→ ABOUT THIS TASK:
Copy each line in the data that includes the word "Terracciano".
==============================
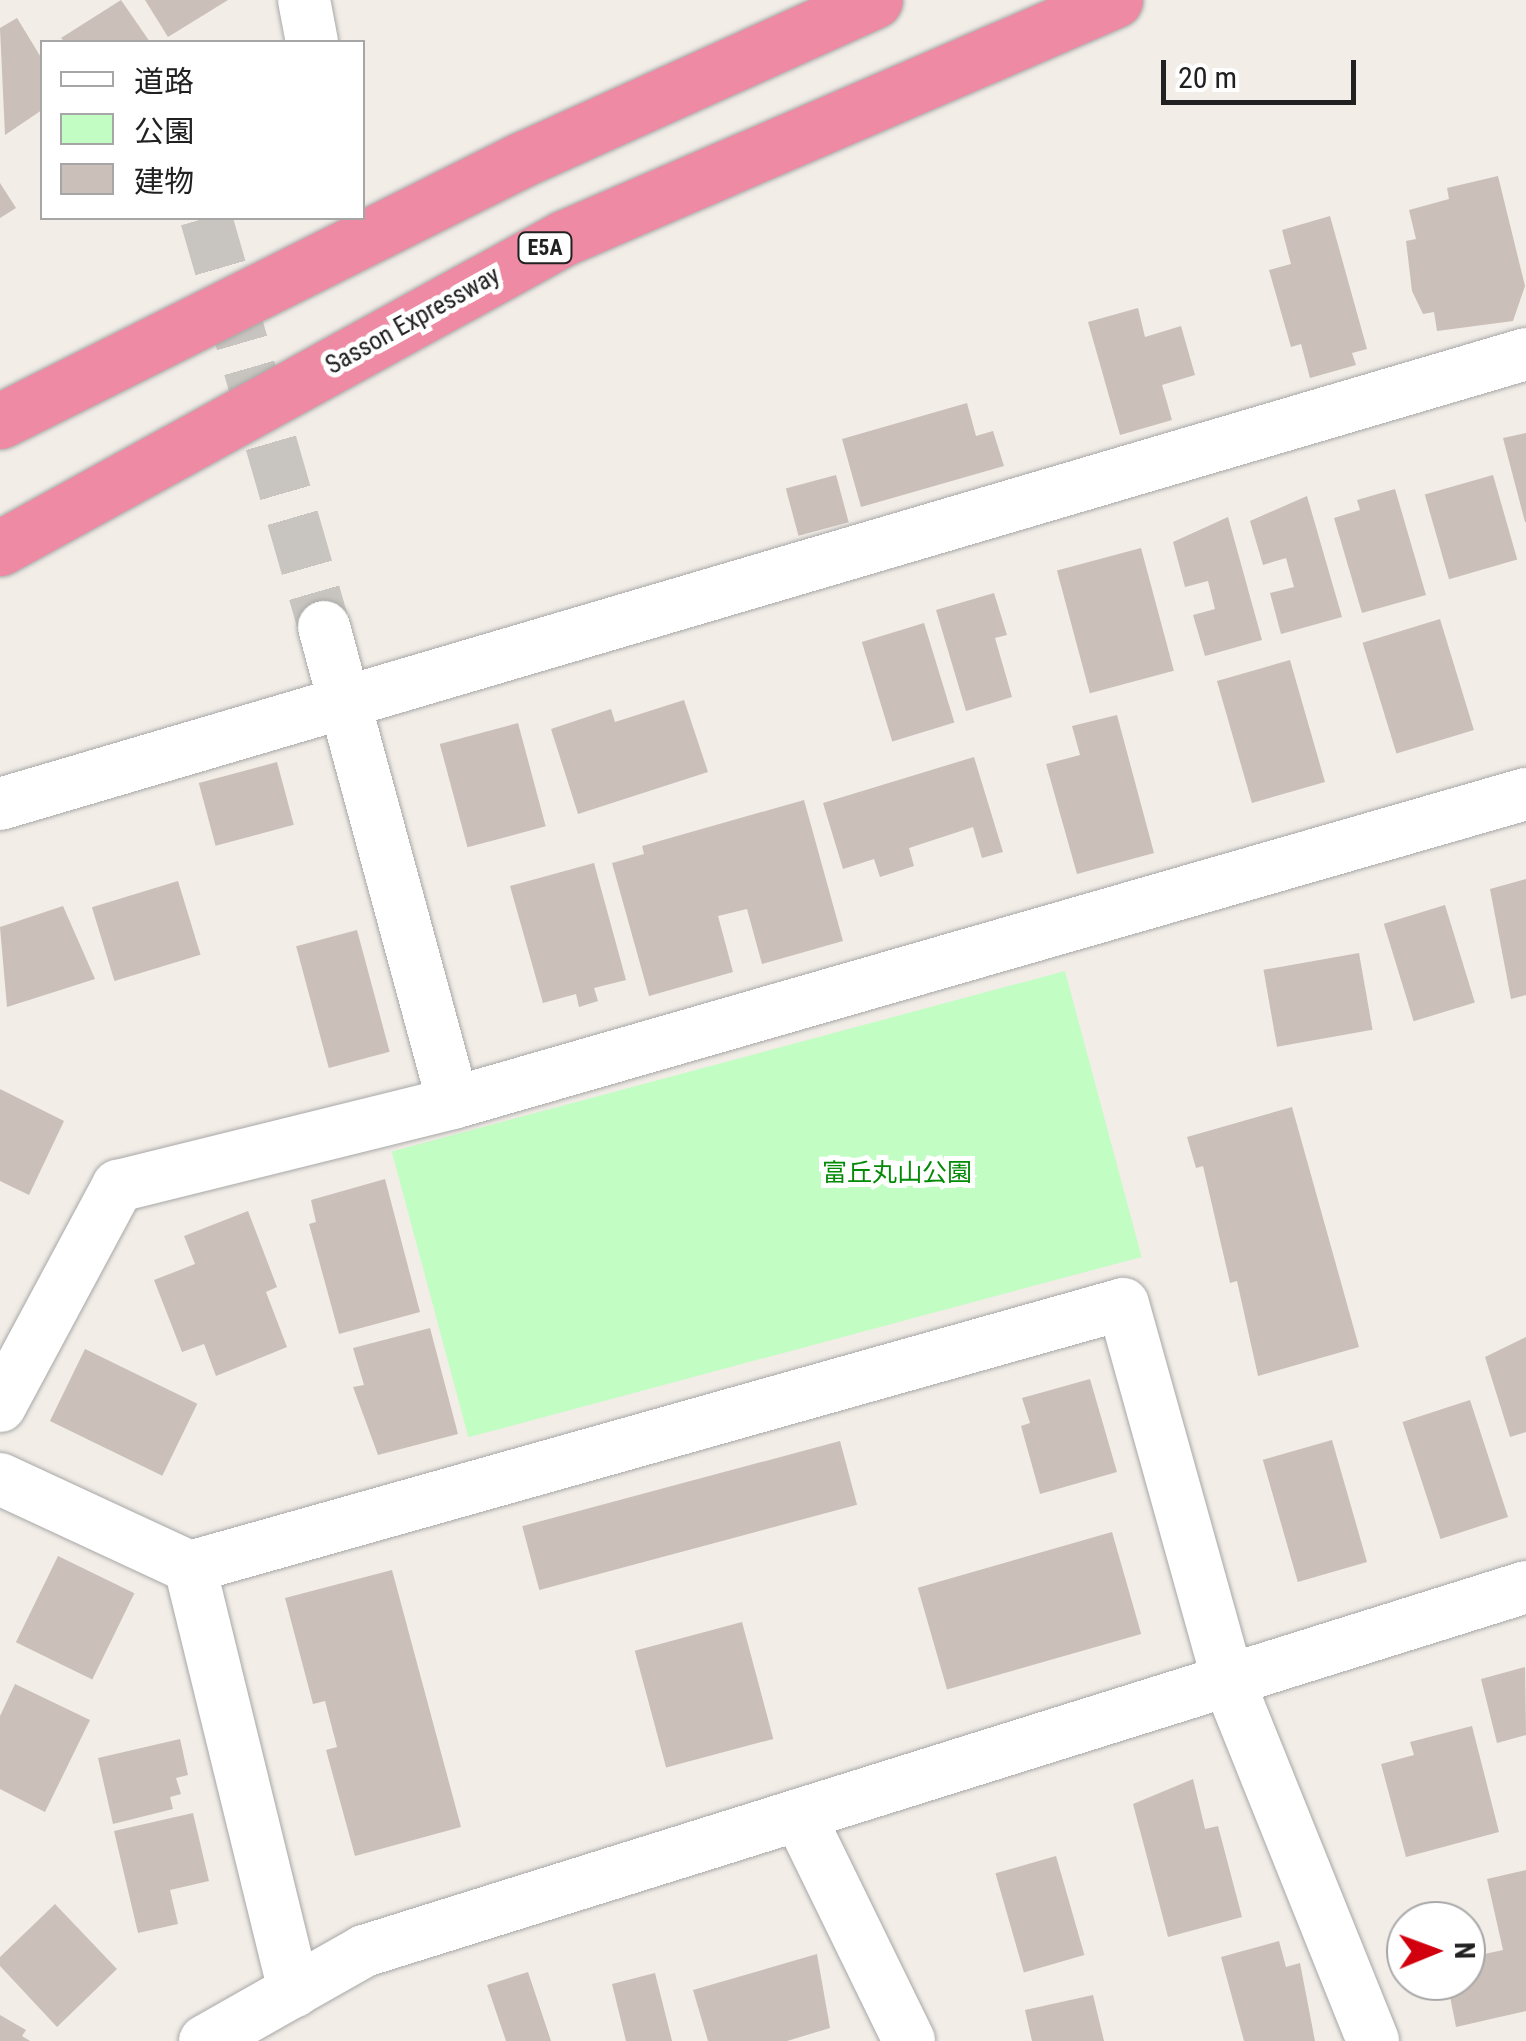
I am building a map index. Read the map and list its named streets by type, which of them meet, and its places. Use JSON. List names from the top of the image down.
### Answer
{
  "streets": {
    "highway": ["E5A", "Sasson Expressway"]
  },
  "parks": ["富丘丸山公園"],
  "legend": ["道路", "公園", "建物"],
  "scale_bar": "20 m",
  "north": "right"
}
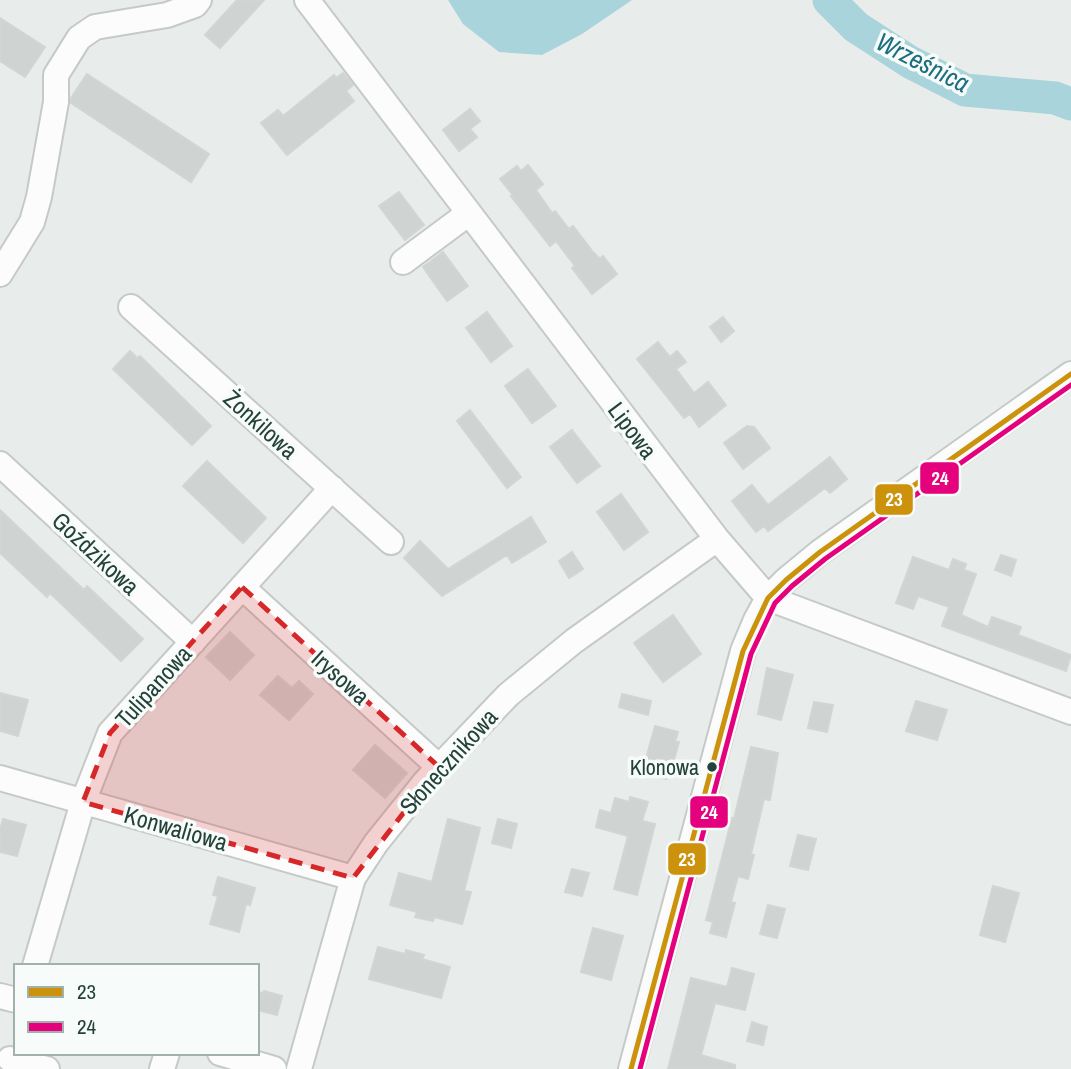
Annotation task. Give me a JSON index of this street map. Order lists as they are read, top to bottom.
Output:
{
  "streets": {
    "street": [
      "Żonkilowa",
      "Lipowa",
      "Goździkowa",
      "Irysowa",
      "Tulipanowa",
      "Słonecznikowa",
      "Konwaliowa"
    ]
  },
  "crossings": [
    ["Żonkilowa", "Tulipanowa"],
    ["Lipowa", "Słonecznikowa"],
    ["Goździkowa", "Tulipanowa"],
    ["Irysowa", "Tulipanowa"],
    ["Irysowa", "Słonecznikowa"],
    ["Tulipanowa", "Konwaliowa"],
    ["Słonecznikowa", "Konwaliowa"]
  ],
  "water": ["Wrześnica"],
  "places": ["Klonowa"],
  "lines": ["transit line 23", "transit line 24"],
  "legend": ["23", "24"]
}
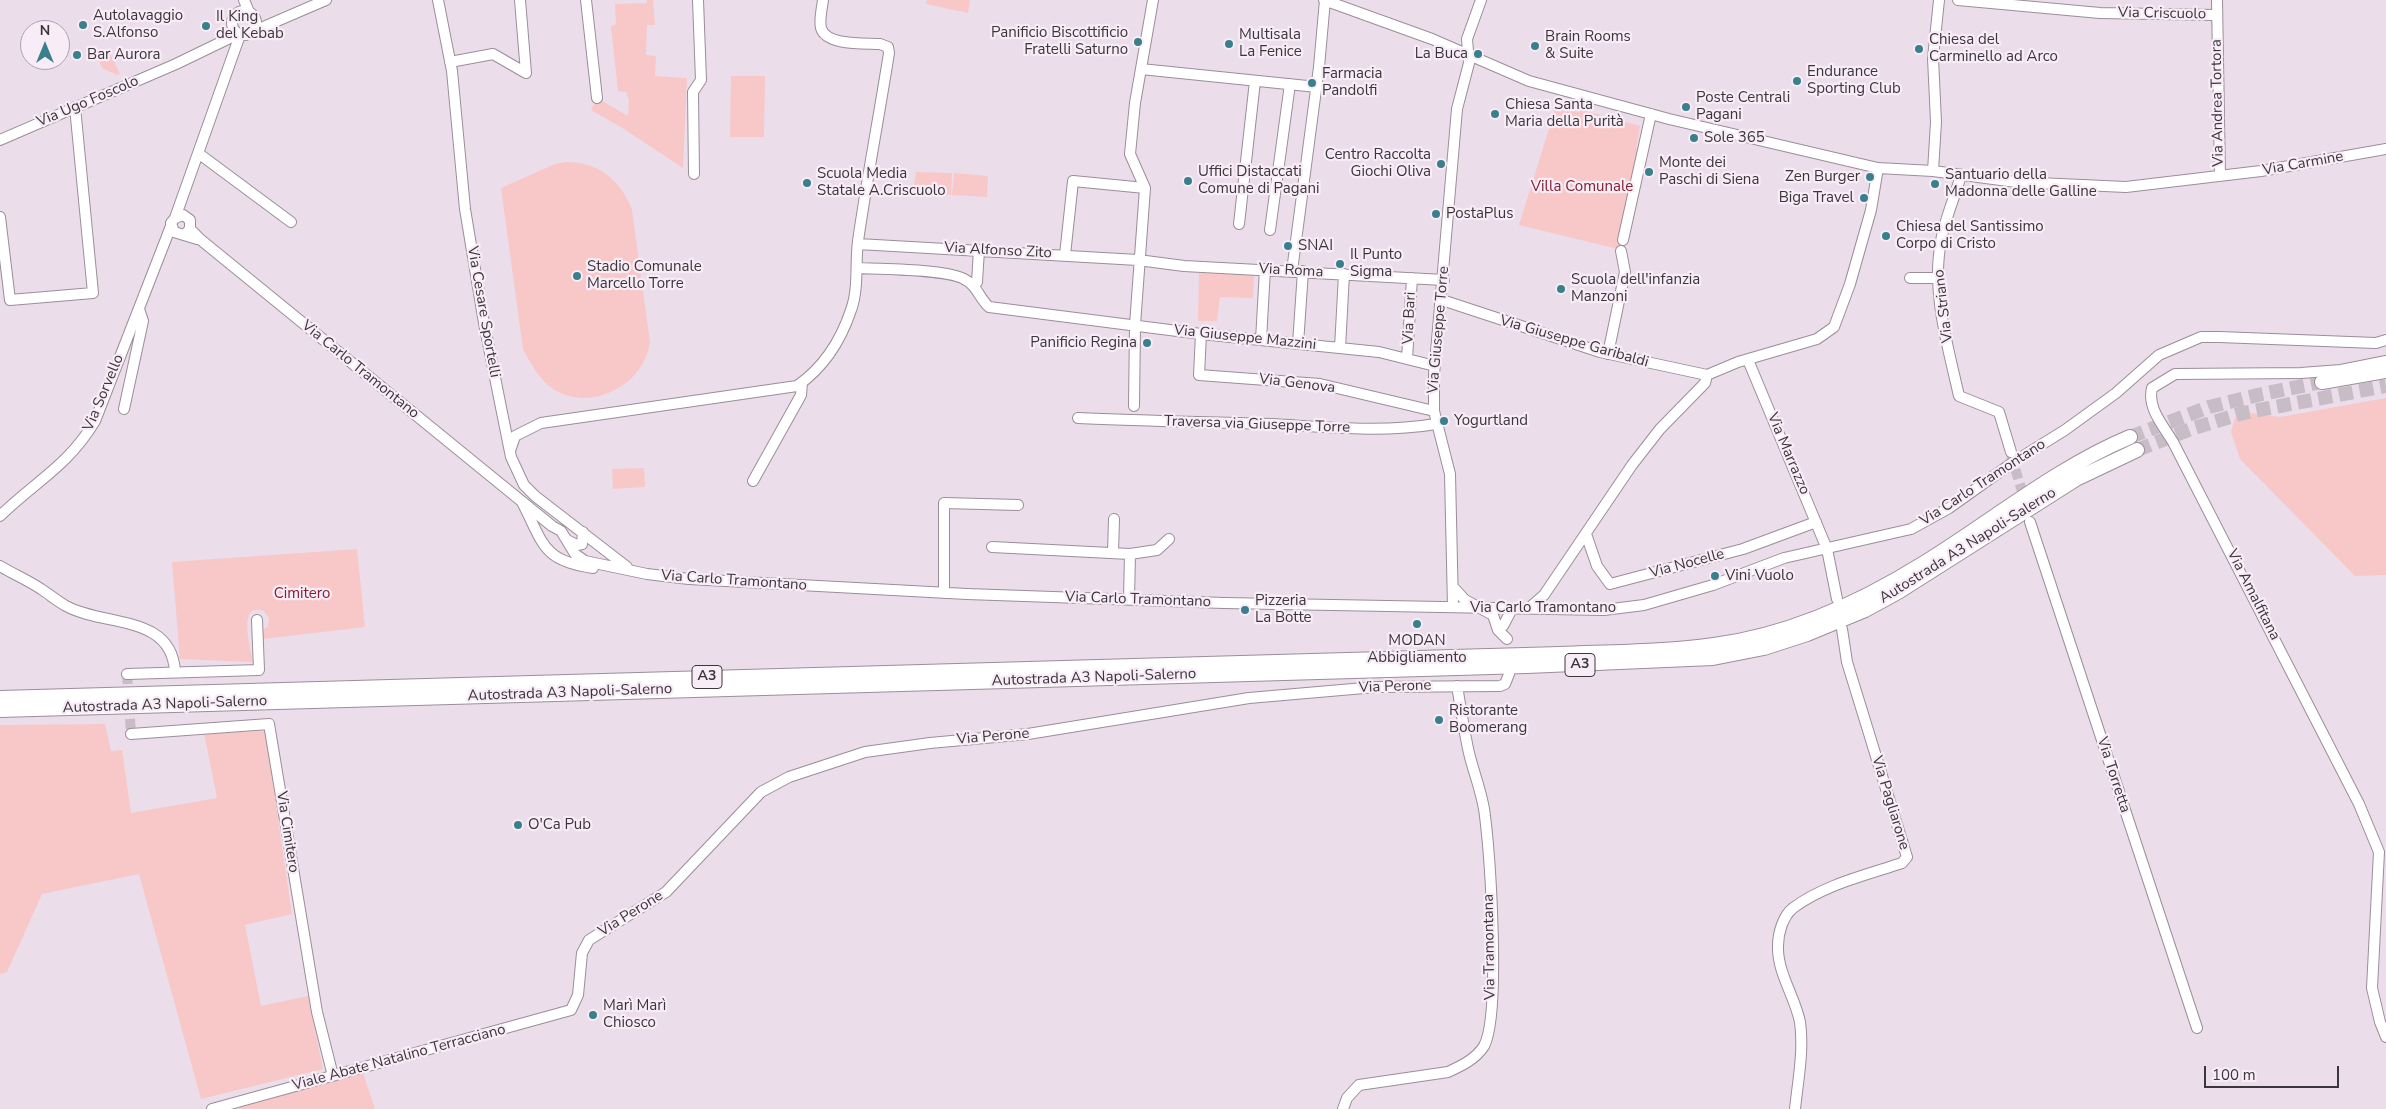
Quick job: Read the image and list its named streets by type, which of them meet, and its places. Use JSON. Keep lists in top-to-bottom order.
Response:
{
  "streets": {
    "highway": ["Autostrada A3 Napoli-Salerno", "A3"],
    "street": [
      "Via Criscuolo",
      "Via Ugo Foscolo",
      "Via Andrea Tortora",
      "Via Carmine",
      "Via Alfonso Zito",
      "Via Roma",
      "Via Striano",
      "Via Cesare Sportelli",
      "Via Bari",
      "Via Giuseppe Torre",
      "Via Giuseppe Mazzini",
      "Via Giuseppe Garibaldi",
      "Via Carlo Tramontano",
      "Via Genova",
      "Via Sorvello",
      "Traversa via Giuseppe Torre",
      "Via Marrazzo",
      "Via Nocelle",
      "Via Amalfitana",
      "Via Perone",
      "Via Torretta",
      "Via Pagliarone",
      "Via Cimitero",
      "Via Tramontana",
      "Viale Abate Natalino Terracciano"
    ]
  },
  "crossings": [
    ["Via Criscuolo", "Via Andrea Tortora"],
    ["Via Ugo Foscolo", "Via Sorvello"],
    ["Via Andrea Tortora", "Via Carmine"],
    ["Via Carmine", "Via Striano"],
    ["Via Carmine", "Via Giuseppe Torre"],
    ["Via Alfonso Zito", "Via Roma"],
    ["Via Roma", "Via Bari"],
    ["Via Roma", "Via Giuseppe Torre"],
    ["Via Cesare Sportelli", "Via Carlo Tramontano"],
    ["Via Bari", "Via Giuseppe Mazzini"],
    ["Via Giuseppe Torre", "Via Giuseppe Mazzini"],
    ["Via Giuseppe Torre", "Via Giuseppe Garibaldi"],
    ["Via Giuseppe Torre", "Via Carlo Tramontano"],
    ["Via Giuseppe Torre", "Via Genova"],
    ["Via Giuseppe Torre", "Traversa via Giuseppe Torre"],
    ["Via Giuseppe Mazzini", "Via Genova"],
    ["Via Carlo Tramontano", "Via Sorvello"],
    ["Via Carlo Tramontano", "Via Marrazzo"],
    ["Via Marrazzo", "Via Nocelle"],
    ["Via Perone", "Via Tramontana"],
    ["Via Perone", "Viale Abate Natalino Terracciano"],
    ["Via Cimitero", "Viale Abate Natalino Terracciano"]
  ],
  "parks": ["Villa Comunale", "Cimitero"],
  "places": [
    "Autolavaggio S.Alfonso",
    "Il King del Kebab",
    "Panificio Biscottificio Fratelli Saturno",
    "Multisala La Fenice",
    "Brain Rooms & Suite",
    "Chiesa del Carminello ad Arco",
    "La Buca",
    "Bar Aurora",
    "Endurance Sporting Club",
    "Farmacia Pandolfi",
    "Poste Centrali Pagani",
    "Chiesa Santa Maria della Purità",
    "Sole 365",
    "Centro Raccolta Giochi Oliva",
    "Monte dei Paschi di Siena",
    "Zen Burger",
    "Uffici Distaccati Comune di Pagani",
    "Scuola Media Statale A.Criscuolo",
    "Santuario della Madonna delle Galline",
    "Biga Travel",
    "PostaPlus",
    "Chiesa del Santissimo Corpo di Cristo",
    "SNAI",
    "Il Punto Sigma",
    "Stadio Comunale Marcello Torre",
    "Scuola dell'infanzia Manzoni",
    "Panificio Regina",
    "Yogurtland",
    "Vini Vuolo",
    "Pizzeria La Botte",
    "MODAN Abbigliamento",
    "Ristorante Boomerang",
    "O'Ca Pub",
    "Marì Marì Chiosco"
  ],
  "scale_bar": "100 m",
  "north": "top"
}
==============================
→ ANSWER SECTION:
      "Viale Abate Natalino Terracciano"
    ["Via Perone", "Viale Abate Natalino Terracciano"],
    ["Via Cimitero", "Viale Abate Natalino Terracciano"]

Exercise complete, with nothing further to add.